Work required | Show, from the entries below, every line in which "strokeStyle" appears.
(Records supplied Opens)
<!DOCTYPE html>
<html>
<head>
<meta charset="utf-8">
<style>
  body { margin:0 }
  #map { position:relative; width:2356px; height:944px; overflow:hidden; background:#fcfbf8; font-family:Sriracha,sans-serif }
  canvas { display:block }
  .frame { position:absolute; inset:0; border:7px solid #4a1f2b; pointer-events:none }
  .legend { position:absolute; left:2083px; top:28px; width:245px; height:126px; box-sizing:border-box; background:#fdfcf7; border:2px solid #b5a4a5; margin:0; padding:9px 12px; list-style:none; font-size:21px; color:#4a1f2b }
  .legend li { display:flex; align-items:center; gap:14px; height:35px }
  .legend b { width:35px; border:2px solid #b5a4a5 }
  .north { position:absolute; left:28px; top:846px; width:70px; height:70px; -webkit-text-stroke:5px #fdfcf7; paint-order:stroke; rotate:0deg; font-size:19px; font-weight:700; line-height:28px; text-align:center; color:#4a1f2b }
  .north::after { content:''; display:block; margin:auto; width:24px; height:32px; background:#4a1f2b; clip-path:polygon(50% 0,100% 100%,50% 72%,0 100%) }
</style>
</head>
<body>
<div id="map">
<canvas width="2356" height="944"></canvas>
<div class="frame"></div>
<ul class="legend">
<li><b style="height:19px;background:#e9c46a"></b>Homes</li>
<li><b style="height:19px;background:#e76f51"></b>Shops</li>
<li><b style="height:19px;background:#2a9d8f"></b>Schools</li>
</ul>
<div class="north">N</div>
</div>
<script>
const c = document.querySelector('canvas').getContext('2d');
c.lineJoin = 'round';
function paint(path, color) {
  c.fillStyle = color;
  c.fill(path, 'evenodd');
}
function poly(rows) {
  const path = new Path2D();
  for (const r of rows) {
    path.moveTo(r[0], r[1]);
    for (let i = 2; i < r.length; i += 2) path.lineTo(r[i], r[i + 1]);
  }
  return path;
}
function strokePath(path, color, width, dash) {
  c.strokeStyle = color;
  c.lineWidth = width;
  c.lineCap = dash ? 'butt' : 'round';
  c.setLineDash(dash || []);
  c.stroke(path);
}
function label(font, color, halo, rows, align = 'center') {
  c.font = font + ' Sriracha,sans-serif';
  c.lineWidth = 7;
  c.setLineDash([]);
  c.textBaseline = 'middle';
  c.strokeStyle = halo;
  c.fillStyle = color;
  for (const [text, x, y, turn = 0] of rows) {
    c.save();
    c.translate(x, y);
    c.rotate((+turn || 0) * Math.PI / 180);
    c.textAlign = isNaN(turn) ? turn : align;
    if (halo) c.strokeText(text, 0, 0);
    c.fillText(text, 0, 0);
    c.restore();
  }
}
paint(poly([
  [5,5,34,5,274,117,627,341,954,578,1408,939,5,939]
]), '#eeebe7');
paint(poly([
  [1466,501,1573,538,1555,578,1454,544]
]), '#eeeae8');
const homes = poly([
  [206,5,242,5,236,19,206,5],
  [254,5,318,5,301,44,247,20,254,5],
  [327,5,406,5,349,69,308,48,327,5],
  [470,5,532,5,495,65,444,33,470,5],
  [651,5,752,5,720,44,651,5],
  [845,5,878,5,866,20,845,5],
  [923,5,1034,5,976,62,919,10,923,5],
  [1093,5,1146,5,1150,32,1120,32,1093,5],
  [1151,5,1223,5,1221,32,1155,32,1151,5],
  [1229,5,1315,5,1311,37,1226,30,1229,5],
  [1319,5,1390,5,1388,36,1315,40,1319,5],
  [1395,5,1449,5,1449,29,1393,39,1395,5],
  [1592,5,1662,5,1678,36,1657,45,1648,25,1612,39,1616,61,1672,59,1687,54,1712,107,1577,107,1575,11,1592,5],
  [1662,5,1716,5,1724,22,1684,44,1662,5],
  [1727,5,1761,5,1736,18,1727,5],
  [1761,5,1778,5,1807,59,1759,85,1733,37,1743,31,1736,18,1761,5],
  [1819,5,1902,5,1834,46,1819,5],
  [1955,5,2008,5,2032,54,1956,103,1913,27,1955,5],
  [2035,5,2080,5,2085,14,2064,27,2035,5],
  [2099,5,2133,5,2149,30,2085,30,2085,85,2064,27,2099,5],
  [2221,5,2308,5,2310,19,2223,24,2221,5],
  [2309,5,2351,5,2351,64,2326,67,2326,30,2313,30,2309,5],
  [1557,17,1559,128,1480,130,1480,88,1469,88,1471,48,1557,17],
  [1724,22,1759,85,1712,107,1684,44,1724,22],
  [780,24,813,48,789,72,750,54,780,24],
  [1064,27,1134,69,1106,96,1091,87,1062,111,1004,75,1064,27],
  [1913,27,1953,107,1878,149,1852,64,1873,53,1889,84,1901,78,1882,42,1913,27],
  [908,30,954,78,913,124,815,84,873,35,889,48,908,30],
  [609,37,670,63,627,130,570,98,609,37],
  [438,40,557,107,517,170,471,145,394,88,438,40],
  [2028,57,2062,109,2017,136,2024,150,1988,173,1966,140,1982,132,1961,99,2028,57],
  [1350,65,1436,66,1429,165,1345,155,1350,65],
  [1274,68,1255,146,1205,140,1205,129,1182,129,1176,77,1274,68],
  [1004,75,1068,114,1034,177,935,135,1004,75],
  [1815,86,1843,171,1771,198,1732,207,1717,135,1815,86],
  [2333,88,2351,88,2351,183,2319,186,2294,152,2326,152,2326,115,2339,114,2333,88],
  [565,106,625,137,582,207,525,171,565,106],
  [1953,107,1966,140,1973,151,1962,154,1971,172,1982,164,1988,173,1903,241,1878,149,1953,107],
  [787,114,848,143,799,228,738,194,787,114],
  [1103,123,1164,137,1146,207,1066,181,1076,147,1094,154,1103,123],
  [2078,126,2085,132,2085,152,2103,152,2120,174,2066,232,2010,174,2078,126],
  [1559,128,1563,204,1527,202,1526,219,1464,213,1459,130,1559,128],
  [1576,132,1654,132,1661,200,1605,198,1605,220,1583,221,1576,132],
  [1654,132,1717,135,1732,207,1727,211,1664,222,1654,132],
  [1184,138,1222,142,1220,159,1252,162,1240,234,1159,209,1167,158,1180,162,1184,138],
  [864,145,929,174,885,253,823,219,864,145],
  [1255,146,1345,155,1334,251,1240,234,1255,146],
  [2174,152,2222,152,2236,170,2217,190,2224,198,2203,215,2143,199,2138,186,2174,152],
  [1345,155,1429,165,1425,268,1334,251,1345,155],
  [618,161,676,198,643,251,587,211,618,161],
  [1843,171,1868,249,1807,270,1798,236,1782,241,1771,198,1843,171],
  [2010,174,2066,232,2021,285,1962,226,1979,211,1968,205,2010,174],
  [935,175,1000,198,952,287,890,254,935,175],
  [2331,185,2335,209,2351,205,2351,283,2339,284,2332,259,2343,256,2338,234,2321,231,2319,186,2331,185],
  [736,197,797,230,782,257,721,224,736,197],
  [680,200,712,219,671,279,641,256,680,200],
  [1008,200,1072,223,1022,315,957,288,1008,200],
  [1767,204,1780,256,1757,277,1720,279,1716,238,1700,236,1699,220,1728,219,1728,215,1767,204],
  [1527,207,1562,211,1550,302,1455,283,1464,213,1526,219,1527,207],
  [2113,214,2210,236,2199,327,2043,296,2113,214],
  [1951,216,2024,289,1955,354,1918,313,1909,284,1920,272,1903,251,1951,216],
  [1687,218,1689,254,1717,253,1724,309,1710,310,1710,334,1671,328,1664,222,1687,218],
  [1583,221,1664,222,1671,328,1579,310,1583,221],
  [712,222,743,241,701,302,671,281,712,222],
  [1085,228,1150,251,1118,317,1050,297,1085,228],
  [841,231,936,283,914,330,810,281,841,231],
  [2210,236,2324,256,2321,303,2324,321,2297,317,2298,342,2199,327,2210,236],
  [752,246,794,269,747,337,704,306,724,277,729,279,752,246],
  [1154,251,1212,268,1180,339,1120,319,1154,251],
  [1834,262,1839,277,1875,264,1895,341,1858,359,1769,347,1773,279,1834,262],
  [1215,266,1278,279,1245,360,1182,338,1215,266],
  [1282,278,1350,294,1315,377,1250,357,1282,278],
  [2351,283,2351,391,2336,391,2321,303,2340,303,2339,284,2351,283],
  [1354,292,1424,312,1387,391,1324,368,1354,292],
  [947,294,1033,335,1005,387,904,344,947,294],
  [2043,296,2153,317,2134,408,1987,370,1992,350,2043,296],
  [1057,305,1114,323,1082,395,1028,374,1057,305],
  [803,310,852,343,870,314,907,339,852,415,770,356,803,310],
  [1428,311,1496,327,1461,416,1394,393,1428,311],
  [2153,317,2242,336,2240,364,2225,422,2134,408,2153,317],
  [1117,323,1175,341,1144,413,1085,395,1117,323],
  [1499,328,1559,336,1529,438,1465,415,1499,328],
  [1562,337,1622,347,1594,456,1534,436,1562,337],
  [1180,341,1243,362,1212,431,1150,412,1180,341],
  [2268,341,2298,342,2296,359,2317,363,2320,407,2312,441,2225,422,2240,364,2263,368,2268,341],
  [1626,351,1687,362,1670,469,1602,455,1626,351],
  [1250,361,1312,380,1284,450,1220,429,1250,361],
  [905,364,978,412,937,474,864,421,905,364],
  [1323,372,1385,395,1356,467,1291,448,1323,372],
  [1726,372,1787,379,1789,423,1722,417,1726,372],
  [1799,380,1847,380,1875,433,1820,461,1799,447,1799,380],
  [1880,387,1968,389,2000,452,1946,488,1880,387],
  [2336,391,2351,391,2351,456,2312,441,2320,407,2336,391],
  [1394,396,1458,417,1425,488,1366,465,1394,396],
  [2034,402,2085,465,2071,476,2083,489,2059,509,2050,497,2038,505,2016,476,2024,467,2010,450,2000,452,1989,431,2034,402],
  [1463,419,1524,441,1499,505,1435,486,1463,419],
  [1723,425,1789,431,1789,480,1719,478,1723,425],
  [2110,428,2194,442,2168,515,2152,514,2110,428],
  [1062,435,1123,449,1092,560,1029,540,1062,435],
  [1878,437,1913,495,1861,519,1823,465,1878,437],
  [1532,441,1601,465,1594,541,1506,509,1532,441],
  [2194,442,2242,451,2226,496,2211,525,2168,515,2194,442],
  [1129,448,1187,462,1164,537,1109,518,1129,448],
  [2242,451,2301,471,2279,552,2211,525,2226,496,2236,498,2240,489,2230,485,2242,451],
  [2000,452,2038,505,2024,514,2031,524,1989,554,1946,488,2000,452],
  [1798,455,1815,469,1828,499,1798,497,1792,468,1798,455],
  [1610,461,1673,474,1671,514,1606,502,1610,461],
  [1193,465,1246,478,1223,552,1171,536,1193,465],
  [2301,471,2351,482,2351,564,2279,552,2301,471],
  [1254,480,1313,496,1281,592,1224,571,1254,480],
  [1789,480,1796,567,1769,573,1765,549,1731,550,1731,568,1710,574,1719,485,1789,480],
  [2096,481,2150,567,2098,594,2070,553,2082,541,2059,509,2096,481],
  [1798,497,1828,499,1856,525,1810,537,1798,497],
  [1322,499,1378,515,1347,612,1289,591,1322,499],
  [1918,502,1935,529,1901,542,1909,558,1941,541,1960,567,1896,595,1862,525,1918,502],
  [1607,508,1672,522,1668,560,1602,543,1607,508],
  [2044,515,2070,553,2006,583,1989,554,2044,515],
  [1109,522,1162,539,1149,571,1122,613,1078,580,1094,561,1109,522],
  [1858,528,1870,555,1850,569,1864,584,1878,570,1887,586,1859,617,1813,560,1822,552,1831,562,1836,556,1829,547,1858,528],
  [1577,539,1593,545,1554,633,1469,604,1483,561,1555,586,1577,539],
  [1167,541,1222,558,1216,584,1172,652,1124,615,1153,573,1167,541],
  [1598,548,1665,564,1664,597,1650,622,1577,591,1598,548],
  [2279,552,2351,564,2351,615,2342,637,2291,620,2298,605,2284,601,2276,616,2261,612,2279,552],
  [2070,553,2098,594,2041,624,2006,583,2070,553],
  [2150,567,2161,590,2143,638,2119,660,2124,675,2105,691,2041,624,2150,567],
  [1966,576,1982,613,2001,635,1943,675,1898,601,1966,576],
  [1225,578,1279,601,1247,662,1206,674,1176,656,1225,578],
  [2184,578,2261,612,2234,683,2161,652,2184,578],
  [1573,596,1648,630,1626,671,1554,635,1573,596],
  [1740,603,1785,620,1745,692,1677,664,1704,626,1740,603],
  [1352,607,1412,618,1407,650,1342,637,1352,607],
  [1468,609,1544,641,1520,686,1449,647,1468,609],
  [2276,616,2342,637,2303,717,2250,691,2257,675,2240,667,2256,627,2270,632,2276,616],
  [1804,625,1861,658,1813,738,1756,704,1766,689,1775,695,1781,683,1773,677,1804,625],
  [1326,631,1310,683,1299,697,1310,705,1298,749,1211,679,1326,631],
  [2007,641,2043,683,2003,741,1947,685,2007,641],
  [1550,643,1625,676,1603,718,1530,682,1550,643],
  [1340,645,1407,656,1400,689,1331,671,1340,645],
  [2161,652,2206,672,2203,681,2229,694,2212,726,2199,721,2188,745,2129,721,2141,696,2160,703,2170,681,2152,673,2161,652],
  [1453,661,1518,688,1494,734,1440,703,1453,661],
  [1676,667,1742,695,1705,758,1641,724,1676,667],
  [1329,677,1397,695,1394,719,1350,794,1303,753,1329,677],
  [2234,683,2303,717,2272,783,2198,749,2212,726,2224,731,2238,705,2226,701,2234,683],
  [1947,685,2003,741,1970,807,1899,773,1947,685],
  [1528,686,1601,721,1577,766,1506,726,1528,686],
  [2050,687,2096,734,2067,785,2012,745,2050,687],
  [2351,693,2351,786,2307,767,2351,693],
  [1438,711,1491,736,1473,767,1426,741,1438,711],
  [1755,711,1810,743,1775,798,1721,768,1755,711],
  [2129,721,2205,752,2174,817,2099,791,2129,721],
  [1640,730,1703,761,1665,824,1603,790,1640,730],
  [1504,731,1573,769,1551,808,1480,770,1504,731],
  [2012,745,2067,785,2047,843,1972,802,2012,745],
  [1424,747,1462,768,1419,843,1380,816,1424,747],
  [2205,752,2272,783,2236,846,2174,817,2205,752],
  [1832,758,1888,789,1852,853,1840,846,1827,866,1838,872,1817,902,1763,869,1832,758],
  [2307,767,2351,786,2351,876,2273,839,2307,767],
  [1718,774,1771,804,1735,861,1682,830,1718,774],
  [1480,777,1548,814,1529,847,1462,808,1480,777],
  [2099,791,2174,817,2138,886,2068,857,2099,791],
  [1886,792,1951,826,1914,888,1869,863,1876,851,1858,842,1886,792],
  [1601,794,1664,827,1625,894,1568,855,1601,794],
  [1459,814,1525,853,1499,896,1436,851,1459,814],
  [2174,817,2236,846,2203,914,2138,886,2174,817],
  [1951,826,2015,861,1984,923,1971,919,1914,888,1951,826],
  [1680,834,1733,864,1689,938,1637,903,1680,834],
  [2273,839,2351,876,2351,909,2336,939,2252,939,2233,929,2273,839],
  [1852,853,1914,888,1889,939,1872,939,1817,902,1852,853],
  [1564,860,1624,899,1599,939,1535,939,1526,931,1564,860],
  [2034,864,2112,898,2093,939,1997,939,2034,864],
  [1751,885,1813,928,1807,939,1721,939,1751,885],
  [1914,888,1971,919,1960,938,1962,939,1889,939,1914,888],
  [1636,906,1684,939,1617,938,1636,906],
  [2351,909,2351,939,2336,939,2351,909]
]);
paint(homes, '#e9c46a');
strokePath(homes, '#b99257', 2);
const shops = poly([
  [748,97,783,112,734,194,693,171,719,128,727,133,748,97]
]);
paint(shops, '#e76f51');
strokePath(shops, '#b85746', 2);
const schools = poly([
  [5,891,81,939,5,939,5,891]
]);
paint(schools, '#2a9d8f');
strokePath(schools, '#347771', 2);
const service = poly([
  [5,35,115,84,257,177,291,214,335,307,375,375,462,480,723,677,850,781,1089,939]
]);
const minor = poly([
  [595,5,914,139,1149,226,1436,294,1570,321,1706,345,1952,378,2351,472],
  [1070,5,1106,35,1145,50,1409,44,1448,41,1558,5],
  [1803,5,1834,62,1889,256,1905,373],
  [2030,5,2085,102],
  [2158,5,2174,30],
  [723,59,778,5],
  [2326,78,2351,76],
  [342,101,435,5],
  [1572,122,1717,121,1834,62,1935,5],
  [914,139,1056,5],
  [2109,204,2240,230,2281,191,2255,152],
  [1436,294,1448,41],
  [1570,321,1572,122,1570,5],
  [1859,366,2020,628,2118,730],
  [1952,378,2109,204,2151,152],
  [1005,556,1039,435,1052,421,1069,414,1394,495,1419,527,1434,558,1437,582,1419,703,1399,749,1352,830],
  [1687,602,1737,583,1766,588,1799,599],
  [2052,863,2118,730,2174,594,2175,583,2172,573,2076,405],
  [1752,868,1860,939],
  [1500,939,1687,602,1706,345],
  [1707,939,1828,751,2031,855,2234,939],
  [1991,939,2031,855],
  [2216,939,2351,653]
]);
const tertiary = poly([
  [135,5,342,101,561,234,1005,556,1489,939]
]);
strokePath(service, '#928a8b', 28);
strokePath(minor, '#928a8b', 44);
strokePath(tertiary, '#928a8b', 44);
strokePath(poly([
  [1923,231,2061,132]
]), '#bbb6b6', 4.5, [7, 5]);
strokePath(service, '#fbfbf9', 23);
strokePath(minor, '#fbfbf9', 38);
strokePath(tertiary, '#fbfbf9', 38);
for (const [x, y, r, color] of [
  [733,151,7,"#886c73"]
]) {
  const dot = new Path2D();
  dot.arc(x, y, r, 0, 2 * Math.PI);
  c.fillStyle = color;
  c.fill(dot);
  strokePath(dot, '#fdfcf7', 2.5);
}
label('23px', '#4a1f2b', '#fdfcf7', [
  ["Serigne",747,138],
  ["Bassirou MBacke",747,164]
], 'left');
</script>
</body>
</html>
(Records supplied Closes)
Solution |
  c.strokeStyle = color;
  c.strokeStyle = halo;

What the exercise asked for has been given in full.